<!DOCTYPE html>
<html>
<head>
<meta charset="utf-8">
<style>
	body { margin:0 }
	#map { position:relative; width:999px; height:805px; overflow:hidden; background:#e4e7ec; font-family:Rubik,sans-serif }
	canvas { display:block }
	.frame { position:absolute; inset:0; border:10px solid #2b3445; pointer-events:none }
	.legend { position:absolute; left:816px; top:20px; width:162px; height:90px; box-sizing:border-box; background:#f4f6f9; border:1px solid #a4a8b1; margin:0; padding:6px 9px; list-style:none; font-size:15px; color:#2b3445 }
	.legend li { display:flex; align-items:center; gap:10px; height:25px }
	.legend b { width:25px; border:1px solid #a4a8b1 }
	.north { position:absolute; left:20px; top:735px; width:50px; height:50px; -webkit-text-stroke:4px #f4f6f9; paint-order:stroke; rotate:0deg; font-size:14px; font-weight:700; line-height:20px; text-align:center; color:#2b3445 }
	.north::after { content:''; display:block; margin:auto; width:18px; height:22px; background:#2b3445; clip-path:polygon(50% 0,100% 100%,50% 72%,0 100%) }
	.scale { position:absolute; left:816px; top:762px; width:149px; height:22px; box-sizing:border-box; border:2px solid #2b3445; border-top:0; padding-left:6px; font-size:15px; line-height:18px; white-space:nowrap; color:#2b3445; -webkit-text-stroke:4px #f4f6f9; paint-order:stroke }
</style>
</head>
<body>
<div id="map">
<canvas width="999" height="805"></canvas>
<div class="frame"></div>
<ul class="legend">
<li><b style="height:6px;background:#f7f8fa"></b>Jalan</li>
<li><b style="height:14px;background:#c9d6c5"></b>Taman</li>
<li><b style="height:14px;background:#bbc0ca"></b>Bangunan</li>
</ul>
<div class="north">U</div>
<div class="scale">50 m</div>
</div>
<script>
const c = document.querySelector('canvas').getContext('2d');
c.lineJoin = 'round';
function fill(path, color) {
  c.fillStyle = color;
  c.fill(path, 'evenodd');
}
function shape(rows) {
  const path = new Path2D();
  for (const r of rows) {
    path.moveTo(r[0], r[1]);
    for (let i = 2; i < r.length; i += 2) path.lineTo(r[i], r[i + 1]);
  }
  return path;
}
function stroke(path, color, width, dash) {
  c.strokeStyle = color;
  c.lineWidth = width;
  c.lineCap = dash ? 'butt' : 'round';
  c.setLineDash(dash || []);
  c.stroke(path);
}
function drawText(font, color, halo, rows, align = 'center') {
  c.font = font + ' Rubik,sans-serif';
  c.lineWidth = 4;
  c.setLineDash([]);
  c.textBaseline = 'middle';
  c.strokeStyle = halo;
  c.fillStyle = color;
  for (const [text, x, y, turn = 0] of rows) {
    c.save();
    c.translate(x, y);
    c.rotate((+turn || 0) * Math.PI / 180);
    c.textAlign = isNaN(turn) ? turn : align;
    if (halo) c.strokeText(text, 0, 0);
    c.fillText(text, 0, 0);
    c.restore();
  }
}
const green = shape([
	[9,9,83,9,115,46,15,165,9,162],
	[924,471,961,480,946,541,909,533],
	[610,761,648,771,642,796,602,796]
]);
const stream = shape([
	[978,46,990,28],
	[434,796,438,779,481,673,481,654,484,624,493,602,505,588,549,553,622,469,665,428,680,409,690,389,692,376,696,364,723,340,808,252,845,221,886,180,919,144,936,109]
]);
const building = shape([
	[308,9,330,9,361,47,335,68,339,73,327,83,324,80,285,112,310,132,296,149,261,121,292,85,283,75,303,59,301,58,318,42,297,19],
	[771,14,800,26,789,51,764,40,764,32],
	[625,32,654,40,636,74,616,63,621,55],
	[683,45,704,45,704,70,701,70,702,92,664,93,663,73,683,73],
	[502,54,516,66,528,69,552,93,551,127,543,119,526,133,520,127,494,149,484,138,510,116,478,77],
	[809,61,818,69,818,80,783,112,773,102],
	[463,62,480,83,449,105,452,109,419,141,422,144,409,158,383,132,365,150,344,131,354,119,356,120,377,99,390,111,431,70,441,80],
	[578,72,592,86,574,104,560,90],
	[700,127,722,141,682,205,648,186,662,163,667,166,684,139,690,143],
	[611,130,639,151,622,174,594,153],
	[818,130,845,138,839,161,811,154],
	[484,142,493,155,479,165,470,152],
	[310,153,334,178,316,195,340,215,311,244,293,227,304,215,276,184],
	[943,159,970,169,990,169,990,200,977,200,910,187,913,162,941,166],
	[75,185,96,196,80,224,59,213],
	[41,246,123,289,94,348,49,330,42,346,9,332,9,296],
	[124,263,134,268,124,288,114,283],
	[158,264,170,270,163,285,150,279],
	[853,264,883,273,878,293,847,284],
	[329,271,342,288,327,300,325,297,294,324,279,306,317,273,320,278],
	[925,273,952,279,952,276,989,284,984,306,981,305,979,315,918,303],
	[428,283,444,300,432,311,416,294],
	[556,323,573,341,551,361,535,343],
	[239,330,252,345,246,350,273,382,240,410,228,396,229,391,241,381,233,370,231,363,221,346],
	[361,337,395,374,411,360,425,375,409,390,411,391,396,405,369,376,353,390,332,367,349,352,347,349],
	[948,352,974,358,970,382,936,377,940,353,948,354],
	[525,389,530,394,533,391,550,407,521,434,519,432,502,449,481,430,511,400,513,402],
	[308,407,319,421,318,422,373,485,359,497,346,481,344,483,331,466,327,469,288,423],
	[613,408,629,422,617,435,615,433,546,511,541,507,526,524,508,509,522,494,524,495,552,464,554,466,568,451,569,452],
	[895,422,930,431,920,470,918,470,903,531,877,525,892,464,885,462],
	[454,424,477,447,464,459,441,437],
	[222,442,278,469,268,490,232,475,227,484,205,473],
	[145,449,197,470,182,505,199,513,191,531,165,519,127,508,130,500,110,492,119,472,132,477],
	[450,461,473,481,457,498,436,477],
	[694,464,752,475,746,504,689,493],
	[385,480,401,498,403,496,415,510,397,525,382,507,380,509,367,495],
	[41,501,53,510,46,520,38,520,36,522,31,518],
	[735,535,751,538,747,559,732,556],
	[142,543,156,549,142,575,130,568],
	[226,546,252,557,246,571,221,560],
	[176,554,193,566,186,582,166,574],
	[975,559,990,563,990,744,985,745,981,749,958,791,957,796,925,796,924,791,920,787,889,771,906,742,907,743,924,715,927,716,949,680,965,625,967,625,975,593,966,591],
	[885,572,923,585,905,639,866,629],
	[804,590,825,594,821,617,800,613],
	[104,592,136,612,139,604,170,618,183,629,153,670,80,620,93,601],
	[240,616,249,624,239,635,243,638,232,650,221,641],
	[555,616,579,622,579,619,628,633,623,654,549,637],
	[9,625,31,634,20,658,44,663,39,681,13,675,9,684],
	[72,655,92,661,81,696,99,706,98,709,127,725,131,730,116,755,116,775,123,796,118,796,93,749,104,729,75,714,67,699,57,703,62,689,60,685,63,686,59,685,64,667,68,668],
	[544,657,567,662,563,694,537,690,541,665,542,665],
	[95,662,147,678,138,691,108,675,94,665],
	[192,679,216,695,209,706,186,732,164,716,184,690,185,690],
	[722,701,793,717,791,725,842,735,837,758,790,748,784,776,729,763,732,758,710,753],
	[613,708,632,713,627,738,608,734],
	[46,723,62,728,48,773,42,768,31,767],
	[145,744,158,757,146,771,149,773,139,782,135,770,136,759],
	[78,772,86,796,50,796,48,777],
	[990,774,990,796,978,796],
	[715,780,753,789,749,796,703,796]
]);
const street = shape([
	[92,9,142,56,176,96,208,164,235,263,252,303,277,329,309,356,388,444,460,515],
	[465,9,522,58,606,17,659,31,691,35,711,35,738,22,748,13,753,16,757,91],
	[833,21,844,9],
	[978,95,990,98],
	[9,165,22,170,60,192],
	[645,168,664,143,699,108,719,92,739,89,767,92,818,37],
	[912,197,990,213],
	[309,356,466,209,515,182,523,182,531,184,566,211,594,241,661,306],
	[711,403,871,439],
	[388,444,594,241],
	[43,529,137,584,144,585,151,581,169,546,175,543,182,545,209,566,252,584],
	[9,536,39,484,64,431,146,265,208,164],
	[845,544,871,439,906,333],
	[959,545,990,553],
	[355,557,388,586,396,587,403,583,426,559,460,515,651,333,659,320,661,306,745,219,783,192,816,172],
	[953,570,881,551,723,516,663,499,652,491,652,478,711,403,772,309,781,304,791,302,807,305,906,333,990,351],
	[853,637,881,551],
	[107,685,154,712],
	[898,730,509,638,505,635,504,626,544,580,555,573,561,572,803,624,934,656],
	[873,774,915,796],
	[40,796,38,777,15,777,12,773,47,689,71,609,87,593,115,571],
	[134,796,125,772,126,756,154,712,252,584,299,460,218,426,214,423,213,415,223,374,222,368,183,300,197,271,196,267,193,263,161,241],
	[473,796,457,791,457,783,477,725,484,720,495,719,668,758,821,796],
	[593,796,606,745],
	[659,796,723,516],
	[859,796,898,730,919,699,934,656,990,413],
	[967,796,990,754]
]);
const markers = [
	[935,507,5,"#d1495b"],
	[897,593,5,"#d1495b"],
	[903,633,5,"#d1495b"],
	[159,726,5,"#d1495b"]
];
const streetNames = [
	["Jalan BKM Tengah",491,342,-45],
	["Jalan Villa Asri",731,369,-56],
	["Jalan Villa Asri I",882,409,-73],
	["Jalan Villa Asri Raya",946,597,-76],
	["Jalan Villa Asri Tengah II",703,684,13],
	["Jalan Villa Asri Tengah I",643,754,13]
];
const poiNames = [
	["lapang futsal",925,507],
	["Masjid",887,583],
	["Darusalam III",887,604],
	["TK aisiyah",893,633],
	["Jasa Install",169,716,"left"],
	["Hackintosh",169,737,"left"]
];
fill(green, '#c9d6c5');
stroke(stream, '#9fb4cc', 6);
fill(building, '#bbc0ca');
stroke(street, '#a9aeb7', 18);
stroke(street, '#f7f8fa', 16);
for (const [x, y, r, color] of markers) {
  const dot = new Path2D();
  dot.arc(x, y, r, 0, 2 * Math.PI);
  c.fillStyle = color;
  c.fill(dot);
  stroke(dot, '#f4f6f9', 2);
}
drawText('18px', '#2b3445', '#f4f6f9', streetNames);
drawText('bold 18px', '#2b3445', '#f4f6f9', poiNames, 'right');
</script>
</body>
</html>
- - -
Without changing anything, quote the lines from the top of the data to the line that contains "display:flex; align-items:center; gap:10px;", including that line.

- Answer to the exercise -
<!DOCTYPE html>
<html>
<head>
<meta charset="utf-8">
<style>
	body { margin:0 }
	#map { position:relative; width:999px; height:805px; overflow:hidden; background:#e4e7ec; font-family:Rubik,sans-serif }
	canvas { display:block }
	.frame { position:absolute; inset:0; border:10px solid #2b3445; pointer-events:none }
	.legend { position:absolute; left:816px; top:20px; width:162px; height:90px; box-sizing:border-box; background:#f4f6f9; border:1px solid #a4a8b1; margin:0; padding:6px 9px; list-style:none; font-size:15px; color:#2b3445 }
	.legend li { display:flex; align-items:center; gap:10px; height:25px }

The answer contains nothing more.